Je suis bien sensible à ce bon intérêt. On a voulu, en effet, me donner des tracas, et j’ai eu une vraie peine pour cette affaire de l’École normale, en ayant été comme l’occasion directe[1].

L’inconcevable faiblesse de… et la roideur non moins incroyable de… ont dès l’abord brouillé une affaire qui devait se terminer à l’intérieur. — L’absence du ministre a failli mettre les choses au pire. J’espère que tout est réparé depuis hier soir et que cela finira par l’éloignement temporaire d’un très-bon élève qui n’est pas plus coupable que les autres et qui rentrera après une courte éclipse.

Quant au cartel Lacaze-Heeckeren, c’est une chose que j’ai dû mener à ma manière ; au fond, j’y vois du ridicule et un peu d’odieux. J’espère que l’opinion est pour moi, si j’en crois le battement du pouls qui se fait vivement sentir.

J’ose espérer, Princesse, que vous m’accorderez en tout ceci quelque crédit, absent que je suis, sentant autrement que bien des personnes qui ne sont pas du même milieu que moi et qui ne sont pas obligées de voir ces questions sous le même jour. J’espère encore une fois que je ne sortirai pas de toute cette lutte diminué ni aplati, et que je paraîtrai encore digne d’être votre ami.

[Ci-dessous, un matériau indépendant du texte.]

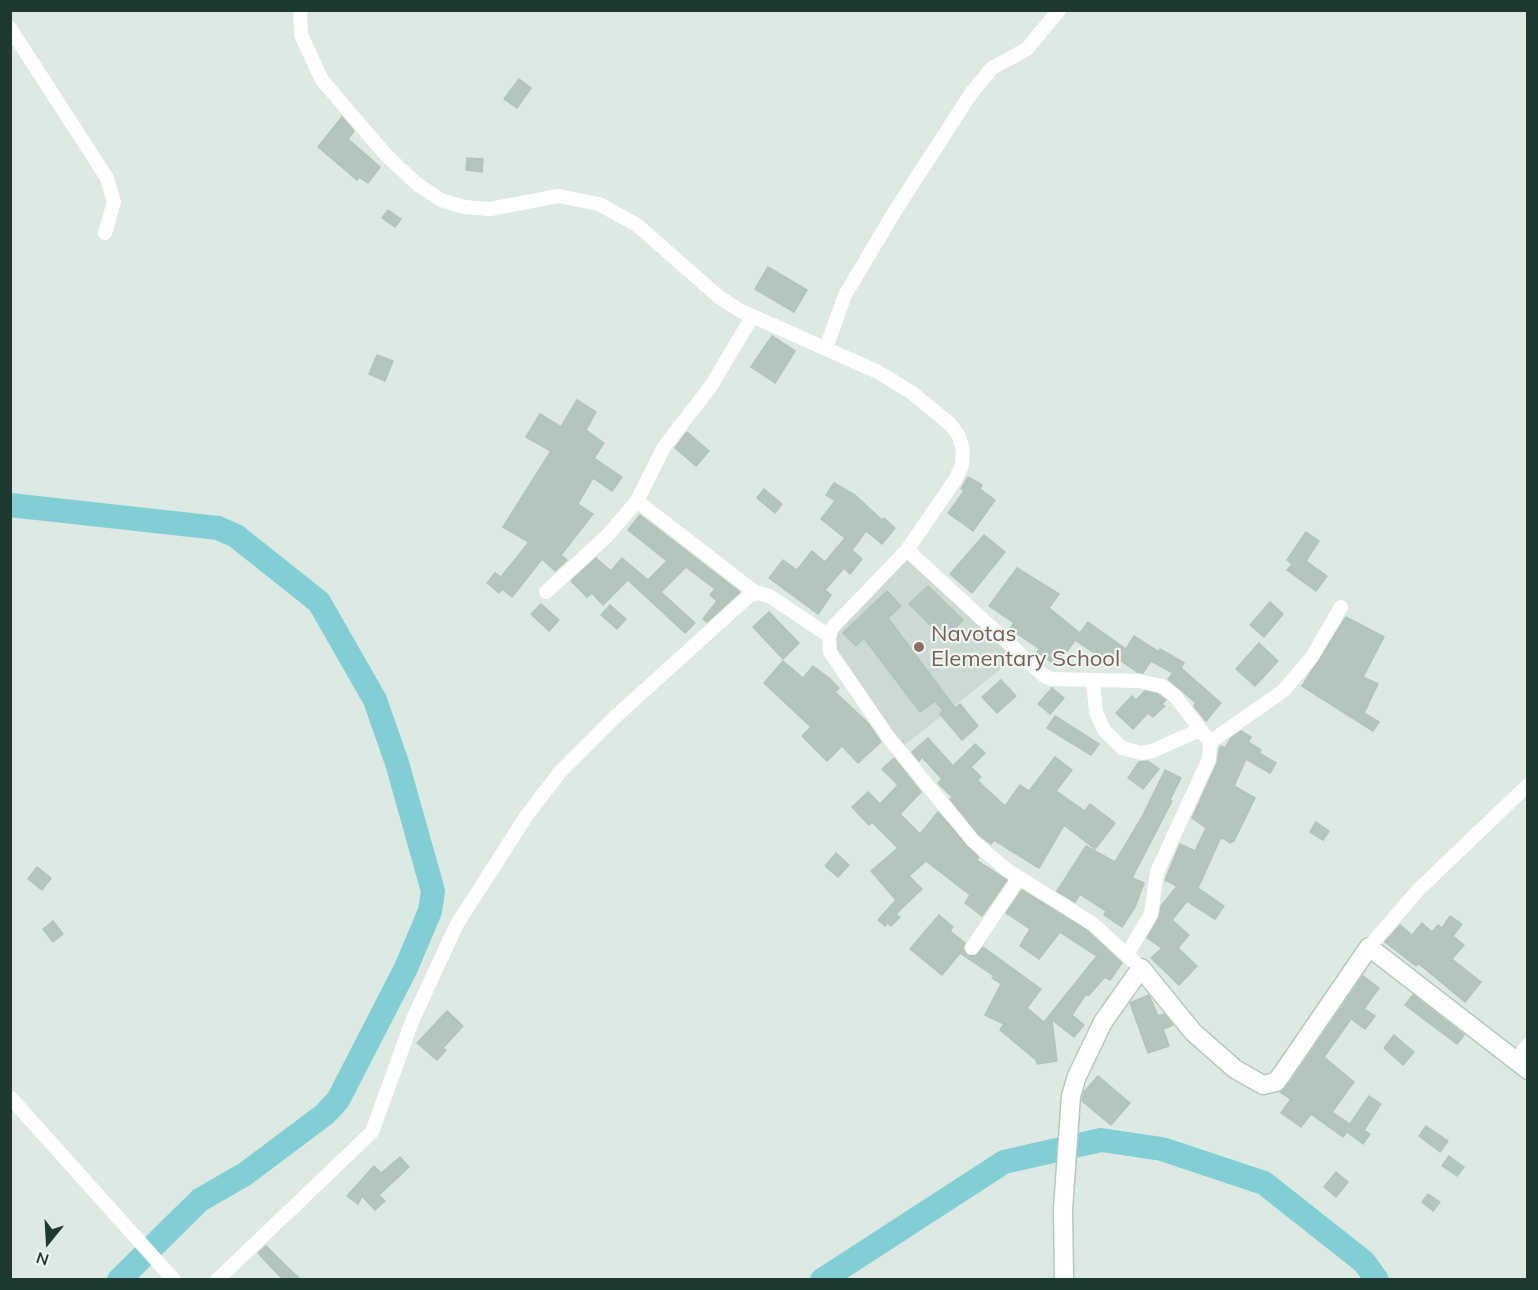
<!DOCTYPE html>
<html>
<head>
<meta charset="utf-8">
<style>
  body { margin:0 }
  #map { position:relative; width:1538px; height:1290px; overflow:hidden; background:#ddeae3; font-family:Mulish,sans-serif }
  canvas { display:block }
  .frame { position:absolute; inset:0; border:12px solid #1e3a30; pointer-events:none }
  .north { position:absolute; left:18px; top:1212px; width:60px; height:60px; -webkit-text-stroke:4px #eef7f1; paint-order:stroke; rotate:198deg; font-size:16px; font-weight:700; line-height:24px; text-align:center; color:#1e3a30 }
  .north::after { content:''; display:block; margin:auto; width:21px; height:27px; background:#1e3a30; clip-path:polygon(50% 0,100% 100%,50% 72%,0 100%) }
</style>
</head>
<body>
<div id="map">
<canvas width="1538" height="1290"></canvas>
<div class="frame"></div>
<div class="north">N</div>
</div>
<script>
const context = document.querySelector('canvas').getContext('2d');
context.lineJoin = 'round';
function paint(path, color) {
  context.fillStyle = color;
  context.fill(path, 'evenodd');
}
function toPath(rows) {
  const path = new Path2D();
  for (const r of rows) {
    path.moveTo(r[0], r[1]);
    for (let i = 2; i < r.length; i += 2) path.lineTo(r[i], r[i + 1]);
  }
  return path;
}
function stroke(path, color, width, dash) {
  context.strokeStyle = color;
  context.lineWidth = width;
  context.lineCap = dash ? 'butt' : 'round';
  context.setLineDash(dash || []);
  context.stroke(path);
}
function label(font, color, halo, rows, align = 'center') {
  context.font = font + ' Mulish,sans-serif';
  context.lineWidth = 4.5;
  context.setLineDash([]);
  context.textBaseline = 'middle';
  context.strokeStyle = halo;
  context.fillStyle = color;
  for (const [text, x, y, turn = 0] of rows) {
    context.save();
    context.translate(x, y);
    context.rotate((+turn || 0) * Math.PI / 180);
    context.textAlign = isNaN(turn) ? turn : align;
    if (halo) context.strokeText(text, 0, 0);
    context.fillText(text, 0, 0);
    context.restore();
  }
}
paint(toPath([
  [905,558,1015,658,902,747,839,660,833,636]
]), '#cbdad2');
stroke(toPath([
  [10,505,218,528,236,536,319,602,375,700,397,763,433,891,430,911,406,968,338,1100,325,1114,245,1174,200,1200,119,1280],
  [822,1280,1004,1162,1101,1140,1162,1149,1264,1183,1364,1262,1377,1280]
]), '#81cfd4', 24);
const building = toPath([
  [519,79,531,88,517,108,504,99,519,79],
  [342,117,354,131,348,139,380,167,368,183,359,177,357,180,318,147,342,117],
  [467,158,483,159,482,172,466,170,467,158],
  [388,210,401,219,395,227,382,218,388,210],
  [768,267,807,290,794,312,755,289,768,267],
  [772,336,795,351,775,383,751,367,772,336],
  [377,355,393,361,385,381,369,374,377,355],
  [577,400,596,412,586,430,604,443,594,458,622,477,612,491,593,478,578,504,593,514,561,555,567,560,555,571,542,559,512,597,502,589,499,593,487,583,495,573,501,577,529,542,503,527,551,451,526,437,540,414,561,427,577,400],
  [687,432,709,451,696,466,675,448,687,432],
  [968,477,982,485,980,489,995,500,973,531,948,513,964,491,961,489,968,477],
  [834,483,855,495,882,520,884,518,895,528,882,544,866,531,852,550,862,559,850,574,844,568,825,590,831,595,818,614,769,578,783,560,797,570,812,551,825,562,845,538,821,519,835,501,826,495,834,483],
  [764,489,782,504,775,513,757,498,764,489],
  [640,515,740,592,707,622,703,619,717,601,710,595,715,589,686,567,661,592,695,623,685,633,628,580,603,605,592,593,587,597,571,581,596,558,611,571,622,558,648,580,667,561,628,530,640,515],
  [1306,532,1319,541,1306,561,1327,576,1316,591,1287,570,1292,564,1287,560,1306,532],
  [984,535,1005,552,972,593,950,574,984,535],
  [1017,568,1059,594,1049,608,1080,633,1088,622,1126,649,1134,636,1159,652,1160,649,1184,663,1181,668,1221,703,1206,721,1194,706,1196,703,1168,679,1173,673,1151,661,1143,673,1137,672,1108,652,1103,659,1075,640,1057,666,1037,652,1040,649,1010,629,1014,623,989,606,1017,568],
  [928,586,963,620,944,639,909,604,928,586],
  [887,591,901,606,888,618,955,708,960,704,978,726,962,740,940,714,943,710,935,701,920,712,864,638,856,646,843,633,887,591],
  [1270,602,1283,614,1264,637,1250,625,1270,602],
  [541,604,559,620,549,631,531,614,541,604],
  [610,605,626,619,617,629,601,615,610,605],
  [769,612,799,643,783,659,753,627,769,612],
  [1346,617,1384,637,1363,677,1378,684,1364,713,1379,722,1373,731,1302,686,1346,617],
  [1259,643,1278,661,1255,686,1236,669,1259,643],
  [783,661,803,678,813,666,829,678,839,688,835,692,868,723,881,742,858,763,842,746,827,761,802,736,811,727,764,683,783,661],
  [1001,680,1016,696,997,713,982,697,1001,680],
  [1052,688,1064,698,1050,714,1038,704,1052,688],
  [1145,691,1158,694,1166,700,1162,704,1165,706,1153,717,1148,713,1133,729,1116,713,1132,696,1136,700,1145,691],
  [1055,716,1099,744,1091,755,1047,728,1055,716],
  [1241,731,1251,737,1248,742,1261,750,1259,753,1276,763,1270,773,1246,759,1234,786,1255,798,1234,841,1230,843,1221,837,1198,888,1224,906,1215,919,1187,901,1172,920,1189,935,1178,948,1197,966,1179,985,1151,958,1162,948,1147,938,1159,918,1161,906,1177,886,1165,880,1180,844,1195,851,1206,828,1192,818,1217,763,1219,750,1221,746,1225,748,1231,738,1241,731],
  [928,738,953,766,975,744,985,753,971,767,981,777,977,780,1005,806,1020,785,1029,791,1055,757,1072,770,1056,791,1085,811,1090,804,1115,823,1095,849,1064,825,1039,868,994,840,991,844,979,835,950,799,952,797,938,783,942,779,922,757,919,761,912,752,928,738],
  [894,758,921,792,900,814,920,834,938,812,979,858,976,860,1007,880,982,916,965,903,970,895,926,861,909,876,922,889,896,914,900,917,891,926,887,923,885,926,878,920,896,900,871,871,898,848,872,822,869,825,852,807,868,792,880,804,898,785,882,769,894,758],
  [1148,761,1159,769,1143,789,1128,778,1139,762,1148,761],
  [1165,770,1181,778,1170,800,1172,801,1132,878,1144,883,1135,907,1122,927,1104,915,1106,911,1080,894,1075,902,1057,891,1086,846,1115,862,1142,817,1165,770],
  [1316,822,1329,831,1323,840,1310,832,1316,822],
  [836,853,849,865,838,877,825,866,836,853],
  [37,867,51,878,42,890,28,879,37,867],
  [1022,890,1088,931,1122,963,1110,980,1105,977,1088,996,1086,994,1072,1015,1084,1025,1074,1037,1052,1020,1057,1061,1037,1064,1036,1060,1000,1030,1004,1024,985,1015,1001,984,992,978,994,976,960,953,942,975,910,949,939,915,953,927,950,931,965,943,963,948,967,955,975,956,983,947,1041,989,1027,1008,1044,1022,1097,956,1060,932,1039,959,1020,946,1030,929,1006,913,1022,890],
  [1450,916,1462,924,1453,936,1464,945,1452,959,1481,982,1465,1002,1418,963,1416,966,1385,942,1400,925,1412,935,1422,923,1432,932,1438,925,1442,928,1450,916],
  [53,921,63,934,53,942,43,929,53,921],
  [1363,976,1379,988,1364,1009,1375,1016,1365,1029,1351,1019,1324,1057,1354,1082,1332,1112,1350,1124,1369,1096,1381,1104,1364,1130,1370,1134,1363,1144,1347,1132,1343,1137,1311,1114,1301,1127,1281,1113,1291,1099,1280,1092,1291,1081,1363,976],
  [1149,995,1158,1016,1164,1014,1173,1025,1163,1029,1169,1046,1148,1053,1130,1003,1149,995],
  [1413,995,1464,1035,1457,1044,1405,1005,1413,995],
  [447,1011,463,1026,443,1048,446,1050,437,1060,417,1043,447,1011],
  [1394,1035,1414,1052,1403,1065,1384,1048,1394,1035],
  [1098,1076,1130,1103,1111,1125,1082,1101,1084,1092,1098,1076],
  [1426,1126,1448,1141,1440,1152,1419,1136,1426,1126],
  [1449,1156,1464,1167,1457,1176,1442,1166,1449,1156],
  [400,1157,409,1167,379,1195,385,1201,375,1210,362,1196,358,1204,347,1196,374,1166,381,1173,400,1157],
  [1336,1172,1348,1182,1336,1197,1324,1187,1336,1172],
  [1428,1194,1440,1202,1433,1211,1422,1202,1428,1194],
  [266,1246,279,1259,301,1280,284,1280,271,1267,258,1253,266,1246]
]);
paint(building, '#b3c5bc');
stroke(building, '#b0c4ba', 1.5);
const secondary = toPath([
  [1064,1280,1063,1209,1071,1096,1077,1076,1103,1022,1141,968,1193,1032,1235,1069,1263,1085,1276,1082,1282,1074,1369,947,1528,1070]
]);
stroke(secondary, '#b0cbbe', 21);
stroke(toPath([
  [300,10,301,35,322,80,386,155,417,184,441,200,464,207,490,209,558,196,599,204,637,225,719,297,741,311,878,372,911,392,950,424,959,436,963,450,962,465,955,480,907,550,833,627,829,636,830,652,889,738,973,841,1007,870,1093,924,1141,968],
  [10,28,107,178,114,202,105,233],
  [752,317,711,386,664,447,637,501,756,593],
  [826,348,845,295,895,211,972,92,992,68,1027,49,1059,10],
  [907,550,1043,675,1051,679,1139,681,1162,686,1175,696,1210,742,1209,759,1157,872,1151,914,1128,953],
  [546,592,607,536,637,501],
  [1093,681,1096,712,1104,730,1122,748,1141,753,1152,751,1200,730],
  [1210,742,1283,691,1312,657,1341,607],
  [1369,947,1419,889,1528,785],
  [972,948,1019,878],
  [1516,1060,1528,1045],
  [10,1097,174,1280],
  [217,1280,372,1132,413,1019,457,924,527,815,560,772,615,717,750,595,759,593,771,597,829,636]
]), '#fff', 14);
stroke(secondary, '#fff', 18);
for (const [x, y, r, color] of [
  [919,647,6,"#8d6e63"]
]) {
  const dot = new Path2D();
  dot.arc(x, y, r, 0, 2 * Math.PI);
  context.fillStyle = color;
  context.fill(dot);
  stroke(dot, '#eef7f1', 2);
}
label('22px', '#785e54', '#eef7f1', [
  ["Navotas",931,634],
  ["Elementary School",931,659]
], 'left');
</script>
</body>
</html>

Mais que ces grands corps de l’État, que ces grandes assemblées sont loin d’être présidées comme elles devraient l’être ! Que d’imprévoyances !

Daignez agréer, Princesse, l’hommage de mon tendre et inaltérable attachement.


Votre protégée du Conservatoire, Mlle C…, va passer, avec sa mère malade, une saison à Enghien. Cette mère est une personne des plus distinguées ; la jeune personne est très-bien, très-gentille. Une ambition de la pauvre mère serait de conduire un jour, un matin, sa fille à Saint-Gratien, et peut-être que vous pourriez l’entendre un quart d’heure chanter à ce piano que Mme de Fly tient si agréablement. Vous jugeriez de cette jeune voix.


Je parle peu de ma santé, — la même, mais sans mieux.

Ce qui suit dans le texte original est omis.